= MATERIAL FOR THIS TASK =
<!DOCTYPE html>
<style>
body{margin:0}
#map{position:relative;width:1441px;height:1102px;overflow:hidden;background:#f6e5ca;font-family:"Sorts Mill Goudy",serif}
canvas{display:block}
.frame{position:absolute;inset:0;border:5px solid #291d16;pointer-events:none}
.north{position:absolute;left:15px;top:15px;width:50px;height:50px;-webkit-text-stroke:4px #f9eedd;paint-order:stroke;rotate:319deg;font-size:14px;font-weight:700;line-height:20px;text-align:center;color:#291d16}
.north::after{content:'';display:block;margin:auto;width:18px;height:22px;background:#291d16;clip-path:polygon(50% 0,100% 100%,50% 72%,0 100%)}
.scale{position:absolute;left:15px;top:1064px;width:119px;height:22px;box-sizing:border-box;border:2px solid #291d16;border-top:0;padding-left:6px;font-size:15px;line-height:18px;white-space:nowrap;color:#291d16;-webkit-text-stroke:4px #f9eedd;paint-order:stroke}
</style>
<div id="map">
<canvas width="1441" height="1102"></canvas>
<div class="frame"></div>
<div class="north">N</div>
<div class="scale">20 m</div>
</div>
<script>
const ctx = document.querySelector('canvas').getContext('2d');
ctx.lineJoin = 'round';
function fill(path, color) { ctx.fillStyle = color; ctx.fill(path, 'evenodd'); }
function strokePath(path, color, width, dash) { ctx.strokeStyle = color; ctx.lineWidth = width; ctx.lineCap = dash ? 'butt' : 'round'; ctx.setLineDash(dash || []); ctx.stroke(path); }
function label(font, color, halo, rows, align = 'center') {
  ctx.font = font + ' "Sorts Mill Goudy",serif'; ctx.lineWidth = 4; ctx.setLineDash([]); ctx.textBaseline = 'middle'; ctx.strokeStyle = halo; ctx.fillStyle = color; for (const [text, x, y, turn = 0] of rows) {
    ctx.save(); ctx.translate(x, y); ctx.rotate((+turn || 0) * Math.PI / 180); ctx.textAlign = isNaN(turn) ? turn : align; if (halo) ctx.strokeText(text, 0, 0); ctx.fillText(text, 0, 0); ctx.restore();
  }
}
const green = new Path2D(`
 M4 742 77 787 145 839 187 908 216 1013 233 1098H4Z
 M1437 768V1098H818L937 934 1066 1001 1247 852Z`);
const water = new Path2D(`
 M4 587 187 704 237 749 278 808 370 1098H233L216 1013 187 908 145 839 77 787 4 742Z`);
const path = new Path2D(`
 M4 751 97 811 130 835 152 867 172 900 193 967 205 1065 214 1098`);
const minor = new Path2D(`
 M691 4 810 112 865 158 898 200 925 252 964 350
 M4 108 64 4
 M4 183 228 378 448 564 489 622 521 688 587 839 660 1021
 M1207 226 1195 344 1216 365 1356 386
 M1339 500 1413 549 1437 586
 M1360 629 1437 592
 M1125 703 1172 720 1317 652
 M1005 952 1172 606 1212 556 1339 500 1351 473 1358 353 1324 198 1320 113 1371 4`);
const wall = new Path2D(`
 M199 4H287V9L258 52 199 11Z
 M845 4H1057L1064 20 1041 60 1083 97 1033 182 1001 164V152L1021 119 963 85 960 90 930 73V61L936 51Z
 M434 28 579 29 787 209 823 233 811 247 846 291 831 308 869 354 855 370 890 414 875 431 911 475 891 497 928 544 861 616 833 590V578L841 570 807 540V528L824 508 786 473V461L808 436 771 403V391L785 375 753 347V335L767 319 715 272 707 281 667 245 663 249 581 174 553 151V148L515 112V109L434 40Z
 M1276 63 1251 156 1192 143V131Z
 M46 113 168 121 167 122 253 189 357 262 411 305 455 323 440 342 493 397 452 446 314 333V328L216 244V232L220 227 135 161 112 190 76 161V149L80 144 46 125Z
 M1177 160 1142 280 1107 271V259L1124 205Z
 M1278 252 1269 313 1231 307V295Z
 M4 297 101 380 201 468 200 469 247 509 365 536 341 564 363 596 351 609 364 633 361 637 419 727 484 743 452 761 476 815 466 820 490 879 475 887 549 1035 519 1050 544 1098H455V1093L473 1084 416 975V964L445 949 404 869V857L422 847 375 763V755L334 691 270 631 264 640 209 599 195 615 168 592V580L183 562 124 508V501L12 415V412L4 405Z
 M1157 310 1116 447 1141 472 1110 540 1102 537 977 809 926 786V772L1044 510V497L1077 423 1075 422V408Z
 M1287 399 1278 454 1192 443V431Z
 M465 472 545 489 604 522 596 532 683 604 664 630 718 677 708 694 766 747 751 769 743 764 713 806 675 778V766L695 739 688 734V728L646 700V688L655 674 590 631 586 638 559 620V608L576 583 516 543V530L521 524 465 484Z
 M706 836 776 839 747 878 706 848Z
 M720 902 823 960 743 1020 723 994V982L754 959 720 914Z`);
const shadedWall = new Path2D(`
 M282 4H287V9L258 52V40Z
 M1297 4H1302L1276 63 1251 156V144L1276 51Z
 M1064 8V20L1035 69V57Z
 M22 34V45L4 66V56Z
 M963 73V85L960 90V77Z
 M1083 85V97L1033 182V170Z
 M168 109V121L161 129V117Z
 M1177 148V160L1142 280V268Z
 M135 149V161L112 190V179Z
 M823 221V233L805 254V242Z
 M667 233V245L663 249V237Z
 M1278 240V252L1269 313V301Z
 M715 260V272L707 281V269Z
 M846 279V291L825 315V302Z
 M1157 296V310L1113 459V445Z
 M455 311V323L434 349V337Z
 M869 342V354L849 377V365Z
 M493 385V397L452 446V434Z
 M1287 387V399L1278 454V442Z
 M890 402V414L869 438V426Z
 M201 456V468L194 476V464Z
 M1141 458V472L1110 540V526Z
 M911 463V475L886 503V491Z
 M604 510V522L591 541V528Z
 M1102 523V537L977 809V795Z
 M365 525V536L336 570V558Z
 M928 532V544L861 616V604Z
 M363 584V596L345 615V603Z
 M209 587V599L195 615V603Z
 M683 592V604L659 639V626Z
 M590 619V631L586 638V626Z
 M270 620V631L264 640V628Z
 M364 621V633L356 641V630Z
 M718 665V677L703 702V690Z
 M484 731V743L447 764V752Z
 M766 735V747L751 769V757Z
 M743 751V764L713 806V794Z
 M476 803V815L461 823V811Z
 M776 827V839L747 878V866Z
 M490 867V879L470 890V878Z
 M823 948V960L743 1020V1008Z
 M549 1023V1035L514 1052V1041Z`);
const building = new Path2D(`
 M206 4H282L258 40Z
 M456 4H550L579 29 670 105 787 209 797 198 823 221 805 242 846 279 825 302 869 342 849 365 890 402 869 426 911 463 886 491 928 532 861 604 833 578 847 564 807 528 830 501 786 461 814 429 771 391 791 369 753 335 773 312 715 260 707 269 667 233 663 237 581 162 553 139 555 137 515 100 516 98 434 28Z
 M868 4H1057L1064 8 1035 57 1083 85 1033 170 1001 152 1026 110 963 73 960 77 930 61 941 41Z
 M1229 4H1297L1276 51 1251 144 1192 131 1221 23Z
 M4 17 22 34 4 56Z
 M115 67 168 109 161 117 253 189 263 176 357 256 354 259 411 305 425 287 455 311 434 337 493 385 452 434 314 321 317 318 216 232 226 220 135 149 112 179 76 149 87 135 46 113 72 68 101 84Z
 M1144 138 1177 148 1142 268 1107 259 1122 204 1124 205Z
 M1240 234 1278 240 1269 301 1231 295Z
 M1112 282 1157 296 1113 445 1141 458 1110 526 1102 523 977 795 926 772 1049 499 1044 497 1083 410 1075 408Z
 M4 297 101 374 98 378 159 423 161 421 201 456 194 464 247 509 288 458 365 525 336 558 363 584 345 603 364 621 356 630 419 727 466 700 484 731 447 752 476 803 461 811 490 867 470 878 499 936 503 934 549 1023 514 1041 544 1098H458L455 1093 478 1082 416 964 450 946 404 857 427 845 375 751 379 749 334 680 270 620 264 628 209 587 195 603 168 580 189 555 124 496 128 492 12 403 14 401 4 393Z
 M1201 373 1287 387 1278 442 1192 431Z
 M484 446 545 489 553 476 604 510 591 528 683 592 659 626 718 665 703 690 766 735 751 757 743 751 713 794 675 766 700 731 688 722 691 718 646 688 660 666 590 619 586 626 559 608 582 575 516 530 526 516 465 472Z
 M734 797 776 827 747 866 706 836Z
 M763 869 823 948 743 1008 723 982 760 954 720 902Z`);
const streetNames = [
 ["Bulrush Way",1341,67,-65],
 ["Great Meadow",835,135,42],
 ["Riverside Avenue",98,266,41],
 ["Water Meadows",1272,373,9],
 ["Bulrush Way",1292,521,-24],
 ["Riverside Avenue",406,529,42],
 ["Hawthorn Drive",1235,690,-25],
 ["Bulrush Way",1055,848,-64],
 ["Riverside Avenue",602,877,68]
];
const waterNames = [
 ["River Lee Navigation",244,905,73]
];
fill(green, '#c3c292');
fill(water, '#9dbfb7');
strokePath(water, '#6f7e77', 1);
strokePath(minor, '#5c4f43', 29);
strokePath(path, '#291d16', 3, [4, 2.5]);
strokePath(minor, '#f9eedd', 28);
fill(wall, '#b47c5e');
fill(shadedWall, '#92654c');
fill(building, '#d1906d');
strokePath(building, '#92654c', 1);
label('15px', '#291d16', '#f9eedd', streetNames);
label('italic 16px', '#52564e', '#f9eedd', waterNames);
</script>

= EXERCISE BRIEF =
All that belongs in the answer is the run of lines above from the line containing "M667 233V245L663 249V237Z" through the line containing "M1112 282 1157", exactly as written.

= SOLUTION TO THIS EXERCISE =
 M667 233V245L663 249V237Z
 M1278 240V252L1269 313V301Z
 M715 260V272L707 281V269Z
 M846 279V291L825 315V302Z
 M1157 296V310L1113 459V445Z
 M455 311V323L434 349V337Z
 M869 342V354L849 377V365Z
 M493 385V397L452 446V434Z
 M1287 387V399L1278 454V442Z
 M890 402V414L869 438V426Z
 M201 456V468L194 476V464Z
 M1141 458V472L1110 540V526Z
 M911 463V475L886 503V491Z
 M604 510V522L591 541V528Z
 M1102 523V537L977 809V795Z
 M365 525V536L336 570V558Z
 M928 532V544L861 616V604Z
 M363 584V596L345 615V603Z
 M209 587V599L195 615V603Z
 M683 592V604L659 639V626Z
 M590 619V631L586 638V626Z
 M270 620V631L264 640V628Z
 M364 621V633L356 641V630Z
 M718 665V677L703 702V690Z
 M484 731V743L447 764V752Z
 M766 735V747L751 769V757Z
 M743 751V764L713 806V794Z
 M476 803V815L461 823V811Z
 M776 827V839L747 878V866Z
 M490 867V879L470 890V878Z
 M823 948V960L743 1020V1008Z
 M549 1023V1035L514 1052V1041Z`);
const building = new Path2D(`
 M206 4H282L258 40Z
 M456 4H550L579 29 670 105 787 209 797 198 823 221 805 242 846 279 825 302 869 342 849 365 890 402 869 426 911 463 886 491 928 532 861 604 833 578 847 564 807 528 830 501 786 461 814 429 771 391 791 369 753 335 773 312 715 260 707 269 667 233 663 237 581 162 553 139 555 137 515 100 516 98 434 28Z
 M868 4H1057L1064 8 1035 57 1083 85 1033 170 1001 152 1026 110 963 73 960 77 930 61 941 41Z
 M1229 4H1297L1276 51 1251 144 1192 131 1221 23Z
 M4 17 22 34 4 56Z
 M115 67 168 109 161 117 253 189 263 176 357 256 354 259 411 305 425 287 455 311 434 337 493 385 452 434 314 321 317 318 216 232 226 220 135 149 112 179 76 149 87 135 46 113 72 68 101 84Z
 M1144 138 1177 148 1142 268 1107 259 1122 204 1124 205Z
 M1240 234 1278 240 1269 301 1231 295Z
 M1112 282 1157 296 1113 445 1141 458 1110 526 1102 523 977 795 926 772 1049 499 1044 497 1083 410 1075 408Z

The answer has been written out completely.